In my view, the CEO's main priority is to drive the product and its roadmap on a strict timeline. A live product is the best learning tool for a CEO (and everyone else). You can't afford to let timelines slip; doing so risks losing momentum both internally and externally, potentially leading to missed funding opportunities and talent loss. Even if you haven't considered all edge cases or feel your product isn't perfect, it doesn't matter. Just ship it. If you're nearing the crucial "product-market fit" phase, you want to know as soon as possible.
Many founders, myself included, spend most of their time selling the vision to potential investors and (too many) partners— if the business requires onboarding supply partners, for instance. The problem? This distracts from getting the first iteration of your product to real customers. Once you're live, then you can shift focus to selling and brand building.
Another priority should be establishing the foundations for an efficient organization early on. Efficiency comes from three factors: transparency, focus, and accountability. Work on these from day one to minimize chaos when it's time to scale. Some might argue it's too soon to set up proper tools, processes, and methodologies and force their use within your team—that it's better to wait. But trust me, addressing these issues sooner rather than later will do you a big favor.

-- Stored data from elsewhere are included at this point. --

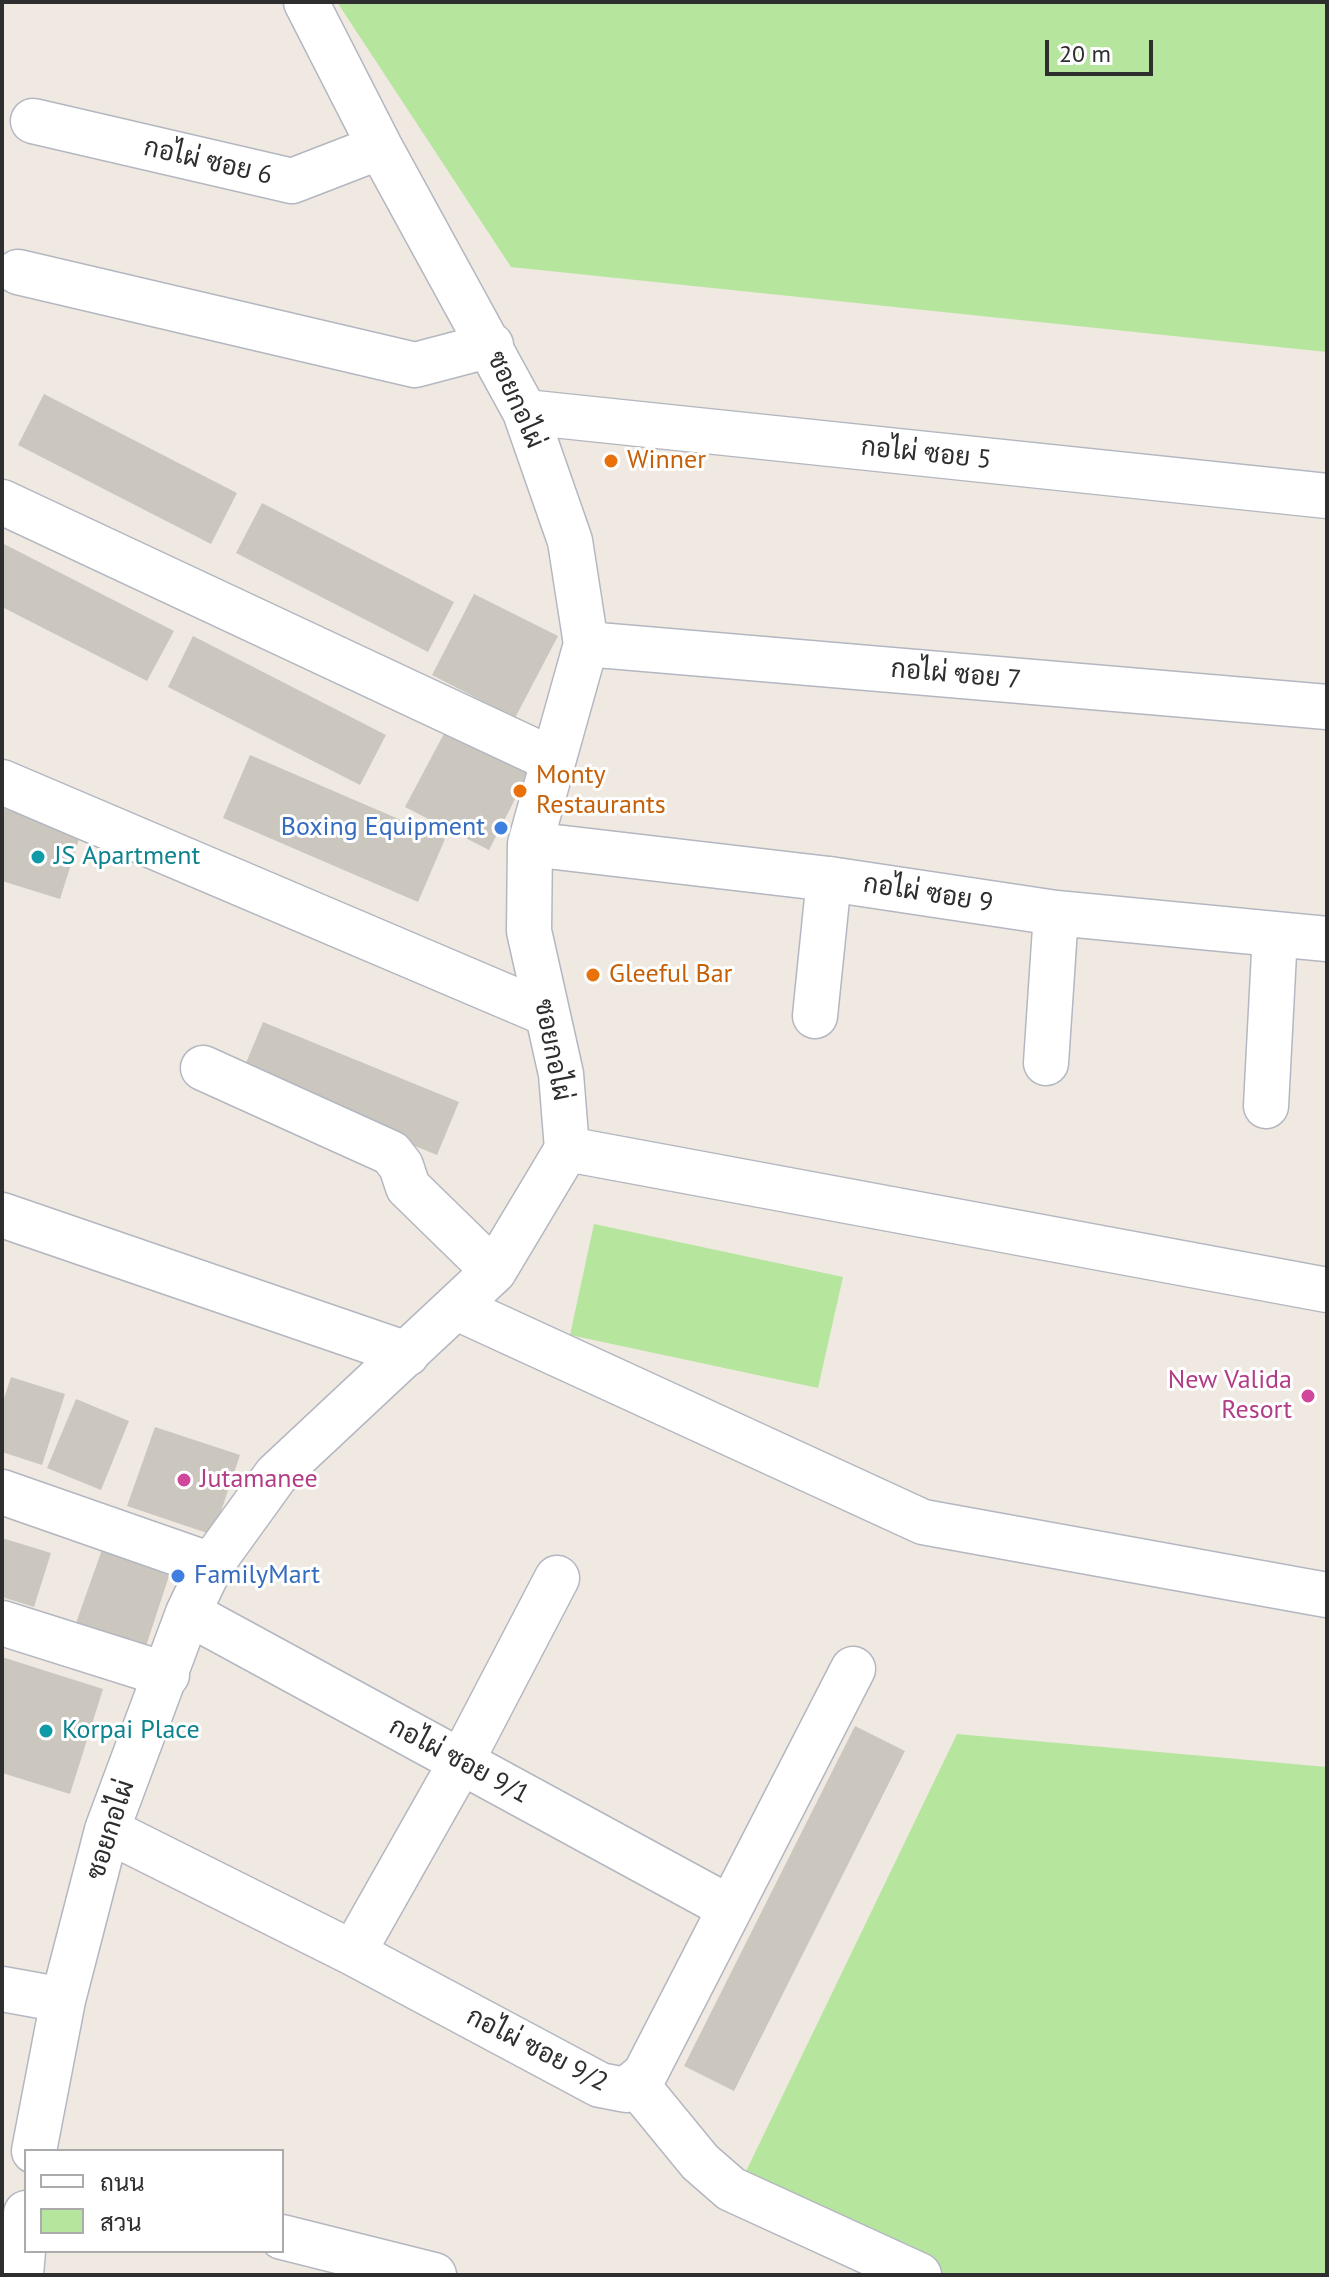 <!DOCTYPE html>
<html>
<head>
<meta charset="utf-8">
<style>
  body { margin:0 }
  #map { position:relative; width:1329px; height:2277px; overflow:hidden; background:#efe9e1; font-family:"PT Sans",Sarabun,sans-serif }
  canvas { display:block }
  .frame { position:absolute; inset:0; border:4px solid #2e2e2e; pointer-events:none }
  .legend { position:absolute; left:24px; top:2149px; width:260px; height:104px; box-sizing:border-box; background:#fff; border:2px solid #ababab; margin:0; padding:10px 14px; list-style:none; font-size:24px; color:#2e2e2e }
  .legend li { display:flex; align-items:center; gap:16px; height:40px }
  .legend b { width:40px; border:2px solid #ababab }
  .scale { position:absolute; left:1045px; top:40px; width:108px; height:36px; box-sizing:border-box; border:4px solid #2e2e2e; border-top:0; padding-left:10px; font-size:24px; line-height:28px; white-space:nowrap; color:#2e2e2e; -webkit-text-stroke:6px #fff; paint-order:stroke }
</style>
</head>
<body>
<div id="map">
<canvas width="1329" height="2277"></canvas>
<div class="frame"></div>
<ul class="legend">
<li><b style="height:10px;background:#fff"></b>ถนน</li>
<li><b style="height:22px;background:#b6e59e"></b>สวน</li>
</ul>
<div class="scale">20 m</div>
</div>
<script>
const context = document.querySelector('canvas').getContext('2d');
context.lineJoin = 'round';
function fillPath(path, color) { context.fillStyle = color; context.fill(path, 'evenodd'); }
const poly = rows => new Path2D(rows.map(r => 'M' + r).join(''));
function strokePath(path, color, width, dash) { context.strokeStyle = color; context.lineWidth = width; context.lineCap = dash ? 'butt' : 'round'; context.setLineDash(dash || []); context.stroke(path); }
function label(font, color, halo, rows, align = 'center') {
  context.font = font + ' "PT Sans",Sarabun,sans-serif'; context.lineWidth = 6; context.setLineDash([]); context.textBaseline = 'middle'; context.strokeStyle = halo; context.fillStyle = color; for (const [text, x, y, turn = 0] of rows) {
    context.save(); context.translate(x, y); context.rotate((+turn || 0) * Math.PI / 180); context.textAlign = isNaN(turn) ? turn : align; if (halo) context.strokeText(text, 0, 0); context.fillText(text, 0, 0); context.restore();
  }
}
fillPath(poly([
  [337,2,1327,2,1327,352,511,267],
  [594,1224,843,1277,818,1388,570,1335],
  [957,1734,1327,1767,1327,2275,899,2275,738,2188]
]), '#b6e59e');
fillPath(poly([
  [44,394,237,493,211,544,18,445],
  [262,503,454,602,428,652,236,553],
  [2,543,174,631,147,681,2,607],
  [474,594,558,636,515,718,432,675],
  [193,636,386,735,360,785,168,687],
  [448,726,531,768,489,850,405,807],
  [250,755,445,839,418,902,223,818],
  [2,808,81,833,60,899,2,881],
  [263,1022,459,1102,437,1155,241,1075],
  [11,1377,65,1394,42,1465,2,1452,2,1404],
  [76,1399,129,1421,101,1490,47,1468],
  [155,1427,240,1455,213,1535,127,1506],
  [2,1538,51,1553,34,1607,2,1597],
  [104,1544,172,1567,146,1646,76,1623],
  [2,1657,103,1689,70,1794,2,1773],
  [855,1726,905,1751,734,2091,684,2066]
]), '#cbc7bf');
const minor = poly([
  [33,121,292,181,380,147],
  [18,272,415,365,491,345],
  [525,412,1327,496],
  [2,502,551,759],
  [586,644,1327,707],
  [2,782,545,1013],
  [530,844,829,879,1056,913,1327,939],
  [815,1016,829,879],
  [1046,1063,1056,913],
  [203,1068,391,1153,401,1166,408,1187,494,1271],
  [1266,1106,1275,934],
  [567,1149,1327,1290],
  [2,1215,407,1354],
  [457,1308,923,1522,1327,1595],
  [2,1492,211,1565],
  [188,1613,730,1908],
  [2,1623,167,1675],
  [107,1830,353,1953,600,2085,626,2090,645,2074,853,1669],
  [353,1953,461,1762,557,1578],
  [2,1989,63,2000],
  [636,2084,700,2162,731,2189,919,2275],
  [34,2151,63,2000,107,1830,188,1613,211,1565,276,1475,494,1271,567,1149,561,1074,529,931,530,844,586,644,570,541,525,412,380,147,306,2],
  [282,2237,434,2275],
  [21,2275,26,2213]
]);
strokePath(minor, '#b4b7c1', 47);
strokePath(minor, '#fff', 44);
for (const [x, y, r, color] of [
  [611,461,8,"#e8710a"],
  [520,791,8,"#e8710a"],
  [501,828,8,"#3f7fe0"],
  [38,857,8,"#0f9aa8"],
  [593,975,8,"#e8710a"],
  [1308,1396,8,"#d1479c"],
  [184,1480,8,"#d1479c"],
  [178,1576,8,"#3f7fe0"],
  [46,1731,8,"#0f9aa8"]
]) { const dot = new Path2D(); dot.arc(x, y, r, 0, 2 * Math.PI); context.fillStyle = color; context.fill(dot); strokePath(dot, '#fff', 3); }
label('26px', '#2e2e2e', '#fff', [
  ["กอไผ่ ซอย 6",208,162,13],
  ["ซอยกอไผ่",515,400,66],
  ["กอไผ่ ซอย 5",926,454,6],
  ["กอไผ่ ซอย 7",956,675,5],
  ["กอไผ่ ซอย 9",928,894,9],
  ["ซอยกอไผ่",552,1050,79],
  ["กอไผ่ ซอย 9/1",459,1761,28],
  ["ซอยกอไผ่",111,1830,-72],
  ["กอไผ่ ซอย 9/2",537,2050,27]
]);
label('26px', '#c56008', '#fff', [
  ["Winner",627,461],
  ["Monty",536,776],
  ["Restaurants",536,806],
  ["Gleeful Bar",609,975]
], 'left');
label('26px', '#366cbe', '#fff', [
  ["Boxing Equipment",485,828],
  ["FamilyMart",194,1576,"left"]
], 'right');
label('26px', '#0d838f', '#fff', [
  ["JS Apartment",54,857],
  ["Korpai Place",62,1731]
], 'left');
label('26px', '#b23c85', '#fff', [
  ["New Valida",1292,1381],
  ["Resort",1292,1411],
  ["Jutamanee",200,1480,"left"]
], 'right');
</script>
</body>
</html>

Out of fear of not having the right skills, I gave away ownership of the product during both phases of the company's history. This was a mistake, particularly during Phase 1. I could and should have been in charge of the product at that time. Doing so would have prevented us from investing too much of our limited funding and time into designing a perfect, yet overly ambitious, digital experience. As a result, we were unable to go live and collect the necessary data to attract more potential investors, and we lost the momentum we had gained with airlines and the travel trade press.
Looking back, I'm convinced that a live product with initial positive engagement metrics would have enabled us to receive several term sheets from different investors. This would have given us options when we hit a wall with our only committed lead investor in 2017.
One thing I did right, however, was implementing a methodology early on for setting and monitoring key objectives, as well as centralizing the resulting knowledge. I also meticulously documented all our activities, meetings, and agreements with investors, airlines, and potential and confirmed (pilot) customers. Though some team members saw this as unnecessary and distracting, establishing that structure and discipline early proved crucial. Without it, I wouldn't have been able to manage the acquisition process single-handedly in 2021.
Takeaway #8
During the first few years, it's essential to get your hands dirty by delving into the nitty-gritty of your product and taking ownership of the product roadmap. Spend the remainder of your time building the foundations for growth and the discipline that comes with it.